Requirement: Take the entries below and print only the lines from the one with "ctx.strokeStyle = halo;" through the one with "M475,0H492L448,178Z", exactly as they stand, both ends included.

The data:
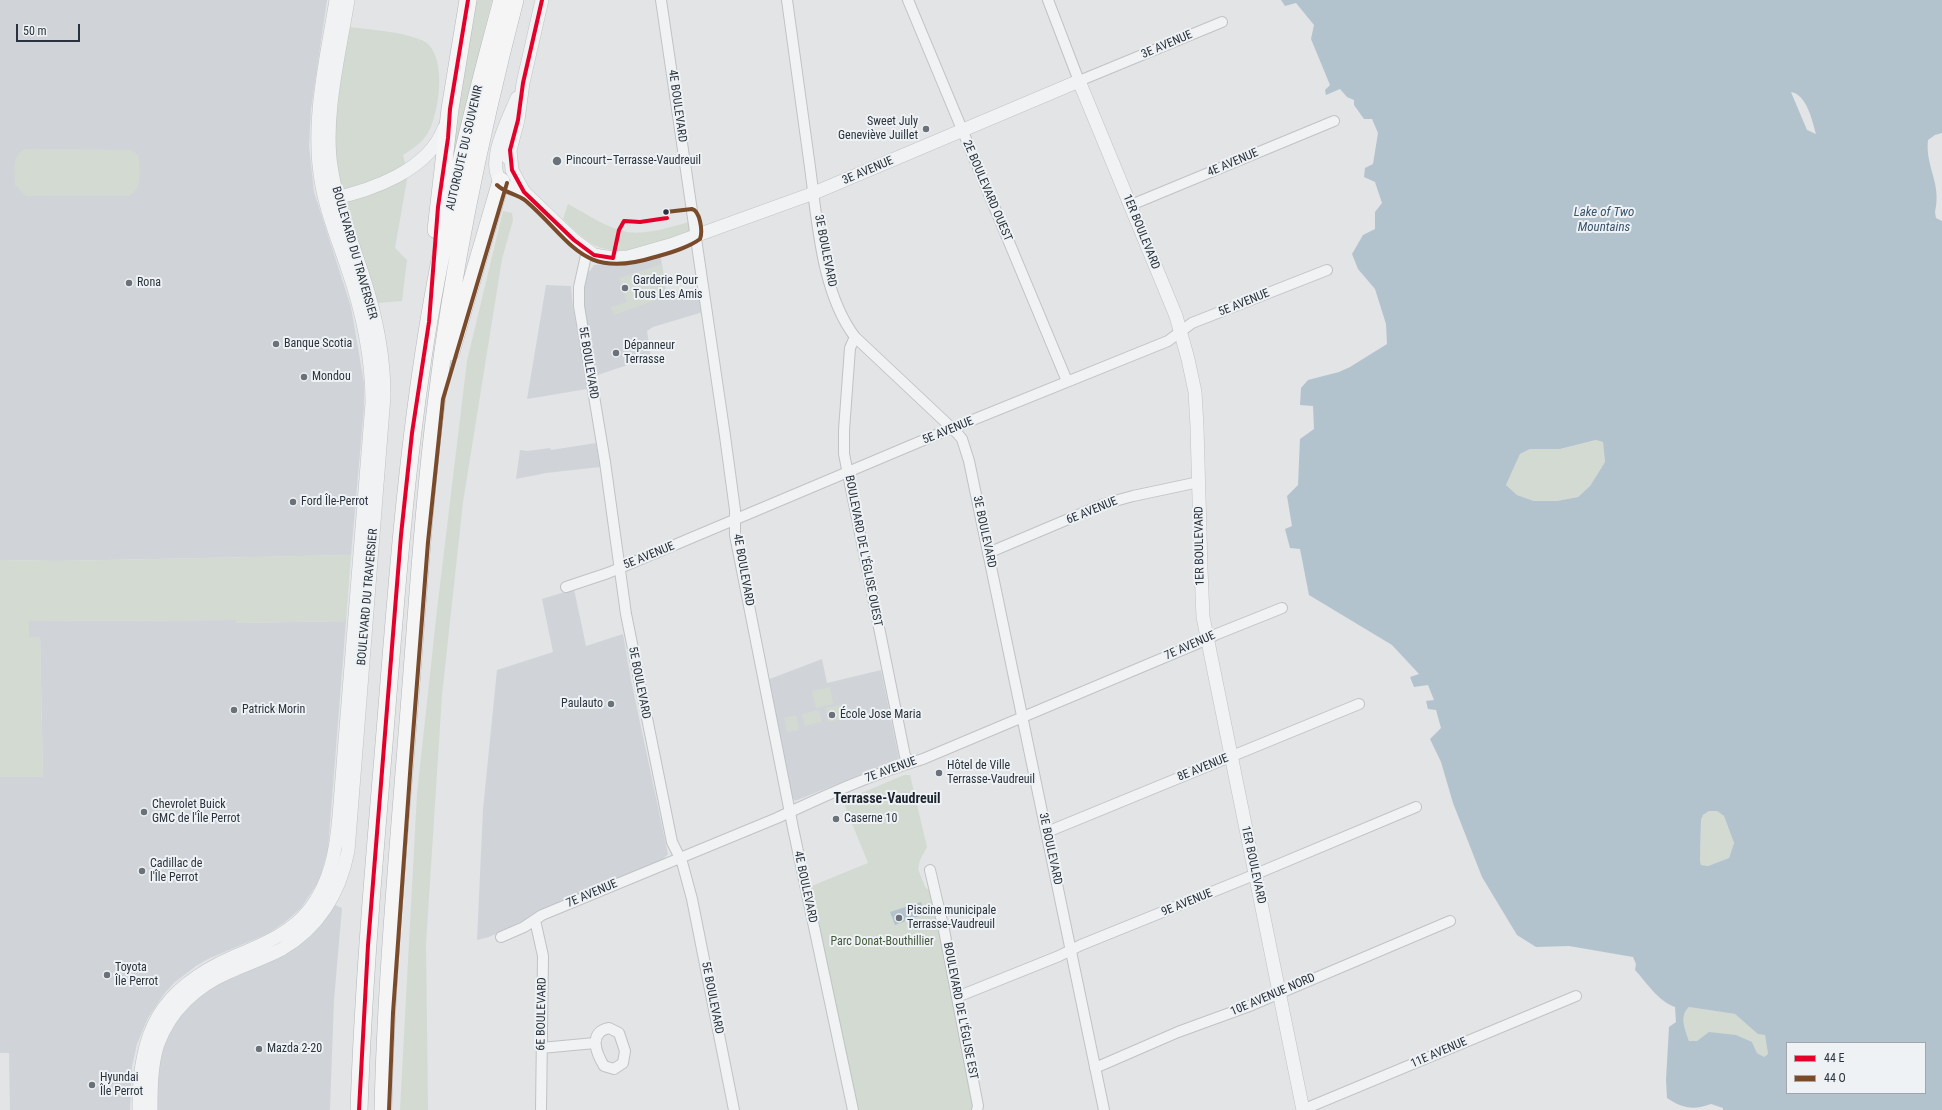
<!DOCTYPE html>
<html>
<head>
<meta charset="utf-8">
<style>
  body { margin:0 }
  #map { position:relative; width:1942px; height:1110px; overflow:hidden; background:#e2e4e6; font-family:"Roboto Condensed",sans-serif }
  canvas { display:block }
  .legend { position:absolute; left:1786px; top:1042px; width:140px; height:52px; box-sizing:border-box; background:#eff2f5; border:1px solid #a0a6ab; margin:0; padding:5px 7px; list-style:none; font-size:12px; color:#2a333d }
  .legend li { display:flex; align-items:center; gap:8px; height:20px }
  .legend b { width:20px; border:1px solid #a0a6ab }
  .scale { position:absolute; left:16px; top:24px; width:64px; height:18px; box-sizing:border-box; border:2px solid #2a333d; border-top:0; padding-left:5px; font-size:12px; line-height:14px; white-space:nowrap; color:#2a333d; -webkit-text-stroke:3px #eff2f5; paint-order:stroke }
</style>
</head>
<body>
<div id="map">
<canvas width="1942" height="1110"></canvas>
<ul class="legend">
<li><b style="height:5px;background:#e4002b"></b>44 E</li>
<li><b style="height:5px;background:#7a4b2a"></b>44 O</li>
</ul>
<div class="scale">50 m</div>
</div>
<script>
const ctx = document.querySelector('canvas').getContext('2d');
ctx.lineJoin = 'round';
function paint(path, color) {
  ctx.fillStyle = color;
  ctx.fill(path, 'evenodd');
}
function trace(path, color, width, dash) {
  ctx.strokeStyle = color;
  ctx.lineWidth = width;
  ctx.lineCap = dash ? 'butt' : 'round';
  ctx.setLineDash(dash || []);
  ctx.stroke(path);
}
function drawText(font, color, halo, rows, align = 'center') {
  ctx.font = font + ' "Roboto Condensed",sans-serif';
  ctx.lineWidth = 4;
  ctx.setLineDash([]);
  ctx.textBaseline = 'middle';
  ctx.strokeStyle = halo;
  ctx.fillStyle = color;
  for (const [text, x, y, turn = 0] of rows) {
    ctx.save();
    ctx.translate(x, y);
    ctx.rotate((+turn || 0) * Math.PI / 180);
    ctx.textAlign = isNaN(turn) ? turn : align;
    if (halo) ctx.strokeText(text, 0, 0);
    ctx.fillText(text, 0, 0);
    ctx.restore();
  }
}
paint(new Path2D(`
  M0,0H327L311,109L309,146L314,192L351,307L364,383V407L351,555L58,561L0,560Z
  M660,253L667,296L700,288L703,312L653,327L647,331L651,357L595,376L584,309V292L587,271H590L594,265L611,264Z
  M546,285L571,286L573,307L587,389L527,399Z
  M596,443L600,467L546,473L516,479L520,450L527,451L550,448L551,450Z
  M574,589L586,646L623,634L631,680L668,854L662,860L655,863L569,899L489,937L477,940L483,809L497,670L553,652L542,599Z
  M236,620L237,623L346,621L328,849L319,881L301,908L284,923L267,934L208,959L196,966L175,982L164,994L148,1018L137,1044L132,1066L130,1110H10L9,1053H0V777L43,776L40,637H29V621Z
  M822,659L827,683L881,670L899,759L795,801L791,795L767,680Z
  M335,905L342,908L334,1000L330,1110H157L158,1073L161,1053L172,1029L185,1009L202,994L222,982L277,959L297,947L320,926Z`), '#d0d4d9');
paint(new Path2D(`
  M475,0H492L448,178Z
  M349,27C366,29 418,33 429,45C446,63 439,113 428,133C422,143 412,149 403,155L408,174L395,248L407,260L402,301L377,303C362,258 342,211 337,163C332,117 343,71 349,27Z
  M27,149L131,150L138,155L139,159C139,173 143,190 128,196H26L15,185C15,172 11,153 27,149Z
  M568,204C587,214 606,228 627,232C647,235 670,227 689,222L690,231C659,242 620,262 589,242C579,235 571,227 563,219Z
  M503,211L512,213L513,220L502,259L463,502L442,695L426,944L428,1110H400L417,794L437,610L467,361Z
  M662,264L667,296L614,315L611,307L627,302L619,278Z
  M1597,440L1603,442L1605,462L1590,486L1578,497L1557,501H1534L1517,495L1506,485L1520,454L1530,449H1560Z
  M351,555L346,621L236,623V620L29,621V637H40L43,777H0V560L58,561Z
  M830,687L833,704L816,708L812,691Z
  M840,705L843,719L828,722L826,708Z
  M819,710L822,722L805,726L802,714Z
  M796,715L799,730L787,732L784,718Z
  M904,775H910L927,847L920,860L918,869L925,887L930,891L940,927L974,1104L972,1110H856L809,887L868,863L843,801Z
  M1709,811H1717L1724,816L1734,843L1729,858L1708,866L1701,865L1700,861L1701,820L1703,815Z
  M1689,1007L1735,1014L1765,1035L1768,1054L1764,1057L1757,1053L1752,1042L1704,1037L1697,1041H1689C1685,1029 1679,1016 1689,1007Z`), '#d3dad2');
paint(new Path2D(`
  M1281,0H1942V133L1935,135L1928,140C1925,167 1942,183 1935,212L1936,218L1942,221V1110H1723V1108L1711,1104C1694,1110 1683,1109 1667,1098L1666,1080L1669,1027L1676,1022L1675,1007C1658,1001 1647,983 1635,970L1636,964L1633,957L1569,946L1536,947L1517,935L1482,877L1453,803L1441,762L1430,739L1441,728L1436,710L1428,709L1426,701L1434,700L1428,685L1414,687L1410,677L1419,674L1392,645L1309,595L1300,549L1290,548L1285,529L1292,526L1287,496L1298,485L1300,439L1314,429L1313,406L1300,405L1301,388L1308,380L1339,372L1350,367L1387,344L1386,324L1375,289L1358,269L1352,254L1363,235L1375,229V212L1382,203L1375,182L1364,177L1365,168L1373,164L1378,133L1372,119H1364L1354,105V100L1347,97L1340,89L1326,95L1325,90L1330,85L1311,39L1314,25L1296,3L1285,6ZM1791,92C1807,95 1812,120 1816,134L1807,130ZM1596,440L1603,442L1605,462L1590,486L1578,497L1557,501H1534L1517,495L1506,485L1520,454L1530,449H1560ZM1709,811H1717L1724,816L1734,843L1729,858L1708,866L1701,865L1700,861L1701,820L1703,815ZM1689,1007L1735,1014L1758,1034L1765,1035L1768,1054L1764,1057L1757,1053L1752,1042L1736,1035L1709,1032L1697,1041H1689C1685,1029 1679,1016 1689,1007ZM1787,1043H1925V1093H1787Z
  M921,902L925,914L895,925L890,912Z`), '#b3c3ce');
const minor = new Path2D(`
  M661,0L725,436L735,510V535L793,828L853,1110
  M787,0C794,53 802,106 809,160C817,215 820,291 855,337L957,433L962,439L969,461L1104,1110
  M908,0L1067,381
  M1048,0L1079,81L1222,22
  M1131,205L1334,121
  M587,251L579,287V306L605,462L626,614L672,842L682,862L692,899L734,1110
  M855,337L850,348L844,430V454L905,756L911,762
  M988,553L1104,504L1133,496L1199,482
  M566,587L608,573L938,434L1168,341L1192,323L1327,270
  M1047,832L1359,704
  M930,870L944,930L978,1106L977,1110
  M535,920L543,956L541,1110
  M501,937L524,927L542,915L777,818C824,796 872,774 923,759L1194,645L1217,634L1282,608
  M957,997L1059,956L1081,945L1244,879L1416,807
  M609,1028L619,1033L625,1051L623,1063L614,1069L604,1066C596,1053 588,1032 609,1028Z
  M541,1048L595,1043
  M1095,1068L1178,1032L1252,1005L1450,921
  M1302,1110L1576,996`);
const tertiary = new Path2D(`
  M517,98C509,118 482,167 504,185C509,189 518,190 524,192
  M510,150L512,170L524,192L574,240L594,255L613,258L628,257L670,245L814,193L1079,81L1176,316L1188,359L1195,392L1197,427L1201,569L1203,617L1303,1110
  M508,158L518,120L523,83L542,0
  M330,199C371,191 429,170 444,128
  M139,1110C138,1032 160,989 233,957C261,945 290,934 309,910C331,882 336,850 339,816L372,403C372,357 362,310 347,267C338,240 327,214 322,186C310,125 326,61 336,0
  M151,1110C151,1088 151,1065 158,1044C170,1010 197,986 229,972C247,964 265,958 282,949C319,927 340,892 348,851L384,396C384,358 376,316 364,279C353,243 338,209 332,172C322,121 340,51 348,0`);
const trunk = new Path2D(`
  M436,230L450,109L468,0
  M451,352L501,181
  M359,1110C363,992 373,874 383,756C394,623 403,490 423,358C441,237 470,118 502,0
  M383,1110C386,981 398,851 408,722C417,614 423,505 437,397C453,263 481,131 515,0`);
trace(minor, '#c0c2c4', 12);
trace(tertiary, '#c0c2c4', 14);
trace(trunk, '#b4b7ba', 18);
trace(minor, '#f0f2f3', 10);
trace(tertiary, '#f0f2f3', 13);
trace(trunk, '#f5f5f6', 17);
trace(new Path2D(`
  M542,0L523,83L518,120L510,150L512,170L524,192L574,240L594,255L613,258L619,230L624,221L640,222L667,218
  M359,1110L368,945L401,535L412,433L429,322L438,207L448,138L450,109L468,0`), '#e4002b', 4);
trace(new Path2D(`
  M497,185C505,193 517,194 526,201C573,242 582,280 655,257C669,253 688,248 700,239C703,231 700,211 692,209L666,212
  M389,1110L393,1013L411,760L428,542L443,399L507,183`), '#7a4b2a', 4);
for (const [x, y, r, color] of [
  [926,129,4,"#6a7178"],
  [557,161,5,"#6a7178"],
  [666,212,3.5,"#2a333d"],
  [129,283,4,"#6a7178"],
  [625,288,4,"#6a7178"],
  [276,344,4,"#6a7178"],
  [616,353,4,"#6a7178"],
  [304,377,4,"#6a7178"],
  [293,502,4,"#6a7178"],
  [611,704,4,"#6a7178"],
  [234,710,4,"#6a7178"],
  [832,715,4,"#6a7178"],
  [939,773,4,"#6a7178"],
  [144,812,4,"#6a7178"],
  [836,819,4,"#6a7178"],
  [142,871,4,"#6a7178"],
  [899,918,4,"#6a7178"],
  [107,975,4,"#6a7178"],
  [259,1049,4,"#6a7178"],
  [92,1085,4,"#6a7178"]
]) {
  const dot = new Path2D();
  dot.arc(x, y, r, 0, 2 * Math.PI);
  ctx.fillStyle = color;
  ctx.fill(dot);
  trace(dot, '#eff2f5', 1.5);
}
drawText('12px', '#2a333d', '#eff2f5', [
  ["3E AVENUE",1167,45,-23],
  ["4E BOULEVARD",677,106,82],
  ["AUTOROUTE DU SOUVENIR",465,148,-77],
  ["4E AVENUE",1233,163,-23],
  ["3E AVENUE",868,171,-23],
  ["2E BOULEVARD OUEST",987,191,67],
  ["1ER BOULEVARD",1141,232,68],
  ["3E BOULEVARD",825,251,79],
  ["BOULEVARD DU TRAVERSIER",354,253,74],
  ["5E AVENUE",1244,303,-22],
  ["5E BOULEVARD",588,363,81],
  ["5E AVENUE",948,431,-22],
  ["6E AVENUE",1092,511,-22],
  ["3E BOULEVARD",984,532,78],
  ["1ER BOULEVARD",1200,546,-91],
  ["BOULEVARD DE L'ÉGLISE OUEST",863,551,79],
  ["5E AVENUE",649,556,-22],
  ["4E BOULEVARD",743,570,80],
  ["BOULEVARD DU TRAVERSIER",368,597,-85],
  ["7E AVENUE",1190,646,-24],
  ["5E BOULEVARD",639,683,79],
  ["8E AVENUE",1203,768,-22],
  ["7E AVENUE",891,770,-20],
  ["3E BOULEVARD",1050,849,78],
  ["1ER BOULEVARD",1253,865,78],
  ["4E BOULEVARD",805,887,78],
  ["7E AVENUE",592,894,-23],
  ["9E AVENUE",1187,903,-22],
  ["10E AVENUE NORD",1273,995,-23],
  ["5E BOULEVARD",712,998,79],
  ["BOULEVARD DE L'ÉGLISE EST",960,1011,79],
  ["6E BOULEVARD",542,1014,-89],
  ["11E AVENUE",1439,1053,-23]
]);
drawText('12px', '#2a333d', '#eff2f5', [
  ["Sweet July",918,122,"right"],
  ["Geneviève Juillet",918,136,"right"],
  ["Pincourt–Terrasse-Vaudreuil",566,161],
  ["Garderie Pour",633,281],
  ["Tous Les Amis",633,295],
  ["Rona",137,283],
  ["Banque Scotia",284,344],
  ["Dépanneur",624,346],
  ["Terrasse",624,360],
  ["Mondou",312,377],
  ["Ford Île-Perrot",301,502],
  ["Paulauto",603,704,"right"],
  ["Patrick Morin",242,710],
  ["École Jose Maria",840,715],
  ["Hôtel de Ville",947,766],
  ["Terrasse-Vaudreuil",947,780],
  ["Chevrolet Buick",152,805],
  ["GMC de l'Île Perrot",152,819],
  ["Caserne 10",844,819],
  ["Cadillac de",150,864],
  ["l'Île Perrot",150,878],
  ["Piscine municipale",907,911],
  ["Terrasse-Vaudreuil",907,925],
  ["Toyota",115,968],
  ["Île Perrot",115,982],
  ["Mazda 2-20",267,1049],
  ["Hyundai",100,1078],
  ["Île Perrot",100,1092]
], 'left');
drawText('12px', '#425839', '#eff2f5', [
  ["Parc Donat-Bouthillier",882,942]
]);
drawText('italic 13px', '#39556d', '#eff2f5', [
  ["Lake of Two",1604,213],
  ["Mountains",1604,228]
]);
drawText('bold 14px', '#1c242e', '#eff2f5', [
  ["Terrasse-Vaudreuil",887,799]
]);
</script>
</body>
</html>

Output of the exercise:
  ctx.strokeStyle = halo;
  ctx.fillStyle = color;
  for (const [text, x, y, turn = 0] of rows) {
    ctx.save();
    ctx.translate(x, y);
    ctx.rotate((+turn || 0) * Math.PI / 180);
    ctx.textAlign = isNaN(turn) ? turn : align;
    if (halo) ctx.strokeText(text, 0, 0);
    ctx.fillText(text, 0, 0);
    ctx.restore();
  }
}
paint(new Path2D(`
  M0,0H327L311,109L309,146L314,192L351,307L364,383V407L351,555L58,561L0,560Z
  M660,253L667,296L700,288L703,312L653,327L647,331L651,357L595,376L584,309V292L587,271H590L594,265L611,264Z
  M546,285L571,286L573,307L587,389L527,399Z
  M596,443L600,467L546,473L516,479L520,450L527,451L550,448L551,450Z
  M574,589L586,646L623,634L631,680L668,854L662,860L655,863L569,899L489,937L477,940L483,809L497,670L553,652L542,599Z
  M236,620L237,623L346,621L328,849L319,881L301,908L284,923L267,934L208,959L196,966L175,982L164,994L148,1018L137,1044L132,1066L130,1110H10L9,1053H0V777L43,776L40,637H29V621Z
  M822,659L827,683L881,670L899,759L795,801L791,795L767,680Z
  M335,905L342,908L334,1000L330,1110H157L158,1073L161,1053L172,1029L185,1009L202,994L222,982L277,959L297,947L320,926Z`), '#d0d4d9');
paint(new Path2D(`
  M475,0H492L448,178Z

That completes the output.